Agora que os países da UE querem gastar centenas de bilhões de euros extras nos próximos anos para impulsionar uma indústria europeia de defesa e, além disso, fortalecer a economia europeia, há uma crescente desistência dos investimentos em clima, meio ambiente e sustentabilidade nos países da UE.
O acordo de CO2 enfraquecido determina ainda que outros cinco por cento podem ser compensados posteriormente, caso fique claro que os países não atingem suas metas internas. Assim, a redução efetiva no território europeu pode cair para 80%.
O compromisso é indicativo, mas não juridicamente vinculativo. Destina-se a ser um guia político para os próximos cinco anos, até que o Parlamento Europeu e o Conselho decidam sobre a legislação. Vários países, incluindo Hungria, Polônia e Itália, se opuseram a obrigações vinculativas.
Países do sul e leste da Europa pressionaram por mais espaço para evitar danos econômicos. Holanda, Espanha e Suécia defenderam a manutenção da ambição original, por temerem que, de outra forma, a Europa perca sua liderança climática.
Parte do compromisso também inclui um adiamento do sistema ETS II, a nova taxa de CO2 para carros e edifícios. Essa medida será prorrogada por pelo menos um ano, oficialmente para dar mais tempo a cidadãos e empresas se adaptarem.
Cientistas alertam que o uso mais amplo de créditos de carbono mina a credibilidade da política climática europeia.

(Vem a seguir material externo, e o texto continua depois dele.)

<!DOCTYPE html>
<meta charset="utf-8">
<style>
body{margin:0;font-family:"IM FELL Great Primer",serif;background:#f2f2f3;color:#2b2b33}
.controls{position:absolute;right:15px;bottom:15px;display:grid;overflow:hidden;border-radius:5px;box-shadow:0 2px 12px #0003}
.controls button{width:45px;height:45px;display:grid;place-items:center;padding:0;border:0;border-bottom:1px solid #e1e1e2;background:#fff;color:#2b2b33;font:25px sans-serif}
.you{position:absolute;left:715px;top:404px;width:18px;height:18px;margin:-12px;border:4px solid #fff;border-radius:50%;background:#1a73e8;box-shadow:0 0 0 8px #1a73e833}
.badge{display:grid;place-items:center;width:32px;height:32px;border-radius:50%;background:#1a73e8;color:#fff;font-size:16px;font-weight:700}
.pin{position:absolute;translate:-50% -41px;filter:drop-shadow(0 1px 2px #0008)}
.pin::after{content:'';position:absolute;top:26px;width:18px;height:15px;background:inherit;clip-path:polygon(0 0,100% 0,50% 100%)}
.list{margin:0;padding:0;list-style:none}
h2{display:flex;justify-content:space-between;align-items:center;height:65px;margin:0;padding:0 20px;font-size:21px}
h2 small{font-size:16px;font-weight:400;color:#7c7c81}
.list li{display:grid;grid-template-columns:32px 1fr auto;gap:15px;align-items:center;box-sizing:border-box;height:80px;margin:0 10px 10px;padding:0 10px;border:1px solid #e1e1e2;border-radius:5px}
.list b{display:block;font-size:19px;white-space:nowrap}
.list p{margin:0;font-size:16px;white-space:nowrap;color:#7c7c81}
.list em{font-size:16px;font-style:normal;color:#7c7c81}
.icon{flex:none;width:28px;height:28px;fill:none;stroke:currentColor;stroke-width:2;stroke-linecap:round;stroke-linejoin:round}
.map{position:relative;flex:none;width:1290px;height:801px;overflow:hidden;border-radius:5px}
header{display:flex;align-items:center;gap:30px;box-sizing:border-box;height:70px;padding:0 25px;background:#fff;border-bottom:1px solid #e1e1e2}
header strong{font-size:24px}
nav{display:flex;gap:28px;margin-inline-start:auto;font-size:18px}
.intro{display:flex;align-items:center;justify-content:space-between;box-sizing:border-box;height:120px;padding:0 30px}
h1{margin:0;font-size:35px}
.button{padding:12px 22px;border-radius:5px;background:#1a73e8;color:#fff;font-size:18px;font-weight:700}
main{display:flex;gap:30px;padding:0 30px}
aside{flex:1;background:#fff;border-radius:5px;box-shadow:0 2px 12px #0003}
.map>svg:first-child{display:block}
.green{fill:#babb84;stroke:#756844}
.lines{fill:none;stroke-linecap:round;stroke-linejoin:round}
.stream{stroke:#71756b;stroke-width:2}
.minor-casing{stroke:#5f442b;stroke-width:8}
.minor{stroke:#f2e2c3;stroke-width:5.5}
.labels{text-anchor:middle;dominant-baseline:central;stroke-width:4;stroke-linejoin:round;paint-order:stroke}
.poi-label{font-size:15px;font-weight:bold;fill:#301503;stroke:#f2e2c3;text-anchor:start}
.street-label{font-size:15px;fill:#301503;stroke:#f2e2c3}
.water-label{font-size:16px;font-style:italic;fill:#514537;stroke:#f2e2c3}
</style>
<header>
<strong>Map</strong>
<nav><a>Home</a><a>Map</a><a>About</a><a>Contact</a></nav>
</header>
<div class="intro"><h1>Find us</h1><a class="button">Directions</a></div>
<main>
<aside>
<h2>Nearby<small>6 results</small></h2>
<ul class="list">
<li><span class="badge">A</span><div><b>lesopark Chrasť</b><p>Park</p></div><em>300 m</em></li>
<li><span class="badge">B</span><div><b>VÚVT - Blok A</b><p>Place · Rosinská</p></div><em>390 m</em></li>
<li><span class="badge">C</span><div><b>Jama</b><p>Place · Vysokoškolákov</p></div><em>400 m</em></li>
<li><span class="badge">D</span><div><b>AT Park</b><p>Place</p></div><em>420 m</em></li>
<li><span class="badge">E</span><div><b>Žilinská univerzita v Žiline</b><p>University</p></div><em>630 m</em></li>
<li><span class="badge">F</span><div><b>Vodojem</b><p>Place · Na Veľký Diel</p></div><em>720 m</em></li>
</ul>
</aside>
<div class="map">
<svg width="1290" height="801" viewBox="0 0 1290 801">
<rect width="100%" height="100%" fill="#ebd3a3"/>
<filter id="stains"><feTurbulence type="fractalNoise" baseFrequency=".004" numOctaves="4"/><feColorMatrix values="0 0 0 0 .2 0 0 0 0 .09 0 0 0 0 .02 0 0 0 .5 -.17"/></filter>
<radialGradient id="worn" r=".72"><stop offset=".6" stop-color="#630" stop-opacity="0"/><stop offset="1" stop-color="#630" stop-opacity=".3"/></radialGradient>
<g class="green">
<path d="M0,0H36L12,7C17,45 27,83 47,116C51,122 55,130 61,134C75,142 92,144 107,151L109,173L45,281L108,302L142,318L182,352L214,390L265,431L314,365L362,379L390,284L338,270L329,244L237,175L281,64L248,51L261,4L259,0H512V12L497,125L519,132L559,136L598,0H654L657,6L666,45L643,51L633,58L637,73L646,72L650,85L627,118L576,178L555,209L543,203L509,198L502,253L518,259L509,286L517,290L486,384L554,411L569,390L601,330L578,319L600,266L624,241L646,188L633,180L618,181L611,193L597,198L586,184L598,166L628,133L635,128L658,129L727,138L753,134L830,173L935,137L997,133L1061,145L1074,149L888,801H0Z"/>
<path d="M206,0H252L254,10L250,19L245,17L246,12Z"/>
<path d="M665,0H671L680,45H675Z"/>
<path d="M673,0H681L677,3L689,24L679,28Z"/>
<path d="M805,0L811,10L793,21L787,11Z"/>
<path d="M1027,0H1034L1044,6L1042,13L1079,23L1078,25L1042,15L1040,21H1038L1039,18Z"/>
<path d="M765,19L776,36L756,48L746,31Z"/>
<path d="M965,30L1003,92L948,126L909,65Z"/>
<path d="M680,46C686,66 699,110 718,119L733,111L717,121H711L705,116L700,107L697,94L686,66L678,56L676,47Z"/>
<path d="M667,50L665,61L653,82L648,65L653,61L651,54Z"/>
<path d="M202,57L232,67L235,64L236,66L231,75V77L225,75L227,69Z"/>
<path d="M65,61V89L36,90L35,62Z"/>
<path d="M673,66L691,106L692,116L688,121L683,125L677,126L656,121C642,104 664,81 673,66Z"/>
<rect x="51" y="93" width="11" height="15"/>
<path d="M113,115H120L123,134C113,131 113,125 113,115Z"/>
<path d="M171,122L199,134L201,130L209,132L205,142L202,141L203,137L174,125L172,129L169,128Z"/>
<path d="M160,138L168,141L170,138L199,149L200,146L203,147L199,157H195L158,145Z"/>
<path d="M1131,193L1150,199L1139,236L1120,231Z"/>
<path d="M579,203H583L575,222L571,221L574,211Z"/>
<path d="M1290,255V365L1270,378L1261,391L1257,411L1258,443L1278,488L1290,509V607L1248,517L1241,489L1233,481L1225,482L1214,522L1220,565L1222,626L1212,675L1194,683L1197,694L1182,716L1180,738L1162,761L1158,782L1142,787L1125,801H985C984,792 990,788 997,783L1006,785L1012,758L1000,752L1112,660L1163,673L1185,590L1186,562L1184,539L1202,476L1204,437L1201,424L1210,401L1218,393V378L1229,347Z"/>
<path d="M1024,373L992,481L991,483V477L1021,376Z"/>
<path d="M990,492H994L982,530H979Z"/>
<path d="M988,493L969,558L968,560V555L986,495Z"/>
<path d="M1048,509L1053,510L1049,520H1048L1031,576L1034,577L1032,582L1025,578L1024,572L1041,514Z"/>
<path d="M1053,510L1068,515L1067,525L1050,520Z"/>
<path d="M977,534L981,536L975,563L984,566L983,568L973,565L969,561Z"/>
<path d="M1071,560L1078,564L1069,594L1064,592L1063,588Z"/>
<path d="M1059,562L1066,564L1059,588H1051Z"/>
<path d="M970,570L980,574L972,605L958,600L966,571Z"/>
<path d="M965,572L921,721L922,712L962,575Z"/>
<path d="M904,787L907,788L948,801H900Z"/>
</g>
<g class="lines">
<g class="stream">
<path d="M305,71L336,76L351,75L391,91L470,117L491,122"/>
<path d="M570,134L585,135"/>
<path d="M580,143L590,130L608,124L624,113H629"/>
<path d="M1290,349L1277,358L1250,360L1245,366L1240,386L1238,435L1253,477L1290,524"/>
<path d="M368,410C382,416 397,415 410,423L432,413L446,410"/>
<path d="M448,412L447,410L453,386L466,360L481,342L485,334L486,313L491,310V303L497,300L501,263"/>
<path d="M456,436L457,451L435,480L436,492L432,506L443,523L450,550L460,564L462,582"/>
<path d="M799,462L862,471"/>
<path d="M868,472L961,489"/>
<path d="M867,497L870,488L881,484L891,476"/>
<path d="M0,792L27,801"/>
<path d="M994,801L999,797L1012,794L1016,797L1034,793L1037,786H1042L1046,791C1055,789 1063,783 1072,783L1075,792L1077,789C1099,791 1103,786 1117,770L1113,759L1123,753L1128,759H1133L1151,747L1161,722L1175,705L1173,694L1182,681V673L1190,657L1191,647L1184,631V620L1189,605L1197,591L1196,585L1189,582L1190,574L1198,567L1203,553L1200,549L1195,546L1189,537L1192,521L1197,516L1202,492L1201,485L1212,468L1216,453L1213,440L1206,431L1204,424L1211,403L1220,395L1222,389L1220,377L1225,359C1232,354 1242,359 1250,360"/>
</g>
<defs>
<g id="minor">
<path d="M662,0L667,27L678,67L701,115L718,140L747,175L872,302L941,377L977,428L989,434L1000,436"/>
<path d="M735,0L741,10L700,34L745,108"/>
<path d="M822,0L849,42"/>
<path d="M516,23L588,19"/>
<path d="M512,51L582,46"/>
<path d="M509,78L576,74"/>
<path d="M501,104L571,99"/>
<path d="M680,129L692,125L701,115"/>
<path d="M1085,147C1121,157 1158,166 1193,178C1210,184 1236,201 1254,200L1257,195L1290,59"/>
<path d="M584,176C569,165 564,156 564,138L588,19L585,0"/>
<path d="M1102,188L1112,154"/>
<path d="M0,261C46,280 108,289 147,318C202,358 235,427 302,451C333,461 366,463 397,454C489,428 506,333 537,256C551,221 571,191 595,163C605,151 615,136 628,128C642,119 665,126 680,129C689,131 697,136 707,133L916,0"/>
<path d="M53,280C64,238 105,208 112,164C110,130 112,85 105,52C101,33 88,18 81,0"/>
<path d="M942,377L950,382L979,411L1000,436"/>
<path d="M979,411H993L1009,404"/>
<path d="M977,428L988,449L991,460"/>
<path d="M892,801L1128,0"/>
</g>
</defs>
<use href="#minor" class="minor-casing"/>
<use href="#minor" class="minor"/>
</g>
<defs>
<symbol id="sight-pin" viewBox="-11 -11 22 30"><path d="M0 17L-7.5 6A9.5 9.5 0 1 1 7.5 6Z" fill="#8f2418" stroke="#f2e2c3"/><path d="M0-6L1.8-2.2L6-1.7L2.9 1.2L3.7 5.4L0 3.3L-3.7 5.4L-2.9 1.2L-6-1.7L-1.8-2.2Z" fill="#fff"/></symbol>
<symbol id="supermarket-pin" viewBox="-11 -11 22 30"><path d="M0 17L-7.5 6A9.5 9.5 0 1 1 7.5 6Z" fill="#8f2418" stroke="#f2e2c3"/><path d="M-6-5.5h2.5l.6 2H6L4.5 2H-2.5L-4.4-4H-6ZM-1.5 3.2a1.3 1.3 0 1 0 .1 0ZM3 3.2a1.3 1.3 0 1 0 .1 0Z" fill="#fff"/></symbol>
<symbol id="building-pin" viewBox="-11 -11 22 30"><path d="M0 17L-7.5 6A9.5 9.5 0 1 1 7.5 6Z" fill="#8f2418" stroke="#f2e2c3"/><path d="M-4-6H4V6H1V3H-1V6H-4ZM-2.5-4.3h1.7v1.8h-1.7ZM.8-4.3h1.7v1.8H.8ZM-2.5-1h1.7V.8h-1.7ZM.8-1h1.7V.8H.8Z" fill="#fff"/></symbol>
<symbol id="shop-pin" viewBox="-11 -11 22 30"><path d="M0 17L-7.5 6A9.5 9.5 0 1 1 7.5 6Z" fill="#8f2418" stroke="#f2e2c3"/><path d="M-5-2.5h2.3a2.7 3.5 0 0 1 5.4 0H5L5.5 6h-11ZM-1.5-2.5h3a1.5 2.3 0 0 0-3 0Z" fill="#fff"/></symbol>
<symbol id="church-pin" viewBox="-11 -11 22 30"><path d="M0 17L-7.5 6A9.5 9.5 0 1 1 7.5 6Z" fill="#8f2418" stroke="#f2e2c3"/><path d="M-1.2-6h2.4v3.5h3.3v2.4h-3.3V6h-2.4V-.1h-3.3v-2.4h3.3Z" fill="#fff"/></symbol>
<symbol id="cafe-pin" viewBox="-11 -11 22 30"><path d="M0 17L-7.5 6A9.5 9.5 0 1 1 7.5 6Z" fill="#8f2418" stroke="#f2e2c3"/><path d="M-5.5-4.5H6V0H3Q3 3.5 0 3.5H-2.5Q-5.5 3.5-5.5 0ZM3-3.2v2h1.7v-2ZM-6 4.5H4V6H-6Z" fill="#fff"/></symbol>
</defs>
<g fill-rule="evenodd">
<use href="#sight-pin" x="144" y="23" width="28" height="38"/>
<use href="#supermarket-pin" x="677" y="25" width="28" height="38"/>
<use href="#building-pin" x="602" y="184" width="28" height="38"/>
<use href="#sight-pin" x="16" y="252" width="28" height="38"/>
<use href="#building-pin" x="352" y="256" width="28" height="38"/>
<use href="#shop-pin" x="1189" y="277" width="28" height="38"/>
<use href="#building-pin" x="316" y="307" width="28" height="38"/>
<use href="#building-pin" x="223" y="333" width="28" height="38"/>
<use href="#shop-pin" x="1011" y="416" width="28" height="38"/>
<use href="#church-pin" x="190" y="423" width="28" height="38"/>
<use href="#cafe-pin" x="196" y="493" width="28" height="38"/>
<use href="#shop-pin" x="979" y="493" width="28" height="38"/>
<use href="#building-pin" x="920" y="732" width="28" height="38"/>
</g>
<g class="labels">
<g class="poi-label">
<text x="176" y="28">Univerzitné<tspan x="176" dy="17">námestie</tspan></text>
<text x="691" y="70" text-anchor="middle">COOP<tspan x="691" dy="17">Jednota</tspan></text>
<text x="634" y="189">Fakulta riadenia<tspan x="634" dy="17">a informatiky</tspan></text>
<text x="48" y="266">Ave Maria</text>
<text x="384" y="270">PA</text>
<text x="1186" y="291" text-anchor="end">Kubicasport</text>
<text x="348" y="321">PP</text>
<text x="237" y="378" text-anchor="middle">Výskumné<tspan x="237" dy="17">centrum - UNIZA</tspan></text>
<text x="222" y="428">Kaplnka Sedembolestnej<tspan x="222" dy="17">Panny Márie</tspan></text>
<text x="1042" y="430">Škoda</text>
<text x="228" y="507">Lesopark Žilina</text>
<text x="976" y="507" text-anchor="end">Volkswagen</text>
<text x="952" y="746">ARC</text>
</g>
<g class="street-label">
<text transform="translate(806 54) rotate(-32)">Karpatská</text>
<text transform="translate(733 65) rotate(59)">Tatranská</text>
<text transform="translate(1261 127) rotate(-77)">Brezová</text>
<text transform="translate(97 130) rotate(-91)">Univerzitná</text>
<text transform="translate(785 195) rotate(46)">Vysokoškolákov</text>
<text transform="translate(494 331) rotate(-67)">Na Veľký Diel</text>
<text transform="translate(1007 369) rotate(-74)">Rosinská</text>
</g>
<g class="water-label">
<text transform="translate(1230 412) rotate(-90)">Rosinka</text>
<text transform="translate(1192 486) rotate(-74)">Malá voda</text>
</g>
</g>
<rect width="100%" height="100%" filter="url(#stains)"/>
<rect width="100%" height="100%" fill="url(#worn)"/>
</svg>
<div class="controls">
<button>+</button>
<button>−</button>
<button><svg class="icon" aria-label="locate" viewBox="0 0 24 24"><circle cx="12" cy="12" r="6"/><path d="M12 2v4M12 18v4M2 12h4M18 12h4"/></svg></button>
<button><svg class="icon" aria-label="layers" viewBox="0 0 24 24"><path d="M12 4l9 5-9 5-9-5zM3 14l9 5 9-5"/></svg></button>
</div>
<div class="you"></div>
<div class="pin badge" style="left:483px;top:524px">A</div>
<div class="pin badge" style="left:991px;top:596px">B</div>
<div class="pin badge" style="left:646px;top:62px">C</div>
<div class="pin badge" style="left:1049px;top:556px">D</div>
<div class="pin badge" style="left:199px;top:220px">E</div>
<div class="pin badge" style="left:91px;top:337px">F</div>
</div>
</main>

Eles apontam que as reduções de emissões prometidas no exterior são difíceis de controlar e frequentemente se mostram menos eficazes.
No entanto, o Comissário Hoekstra chama o acordo de "um passo importante à frente", embora reconheça que não é um resultado perfeito. Segundo envolvidos, a UE precisava, de qualquer forma, apresentar um acordo na próxima Cúpula do Clima da ONU no Brasil para evitar perda de prestígio internacional.